In a standard instrumental variable estimation setting, consider treatment $X$, outcome $Y$, instrument $Z$ and unobserved confounder $H$. For it to be a valid instrument, $Z$ should satisfy the following properties:
- Relevance: $Z \not{\perp \!\!\! \perp} X$
- Exclusion Restriction: $Z {\perp \!\!\! \perp} Y \mid X$
- Non-Confoundedness: $Z {\perp \!\!\! \perp} H$
My question is the following: Generally, if $Z {\perp \!\!\! \perp} Y$ (without conditioning on $X$), is it still a valid instrument?
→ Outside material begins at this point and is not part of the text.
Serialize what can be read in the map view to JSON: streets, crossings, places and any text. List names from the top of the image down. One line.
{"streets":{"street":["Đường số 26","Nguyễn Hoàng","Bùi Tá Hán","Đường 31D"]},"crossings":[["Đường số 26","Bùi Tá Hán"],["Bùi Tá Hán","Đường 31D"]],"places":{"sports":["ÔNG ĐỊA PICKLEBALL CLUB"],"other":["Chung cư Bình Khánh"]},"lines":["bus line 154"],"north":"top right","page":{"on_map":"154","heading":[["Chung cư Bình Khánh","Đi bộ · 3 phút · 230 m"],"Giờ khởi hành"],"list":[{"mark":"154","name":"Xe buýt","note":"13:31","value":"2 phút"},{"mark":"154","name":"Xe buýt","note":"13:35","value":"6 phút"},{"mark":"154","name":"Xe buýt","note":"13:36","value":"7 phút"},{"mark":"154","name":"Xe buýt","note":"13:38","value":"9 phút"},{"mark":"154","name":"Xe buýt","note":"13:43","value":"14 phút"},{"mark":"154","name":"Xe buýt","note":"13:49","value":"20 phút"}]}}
Since
$$Z {\perp \!\!\! \perp} Y \;\;\;\Longrightarrow\;\;\; Z {\perp \!\!\! \perp} Y \mid X\;,$$
but
$$Z {\perp \!\!\! \perp} Y \;\;\;\not\Longleftarrow\;\;\; Z {\perp \!\!\! \perp} Y \mid X\;,$$
can we still say that exclusion restriction holds and therefore $Z$ is a valid instrument?
No. If $Y$ and $Z$ are marginally independent, it means that either $Z$ has no effect on $X$ (violates assumption $1$), or $X$ has no effect on $Y$.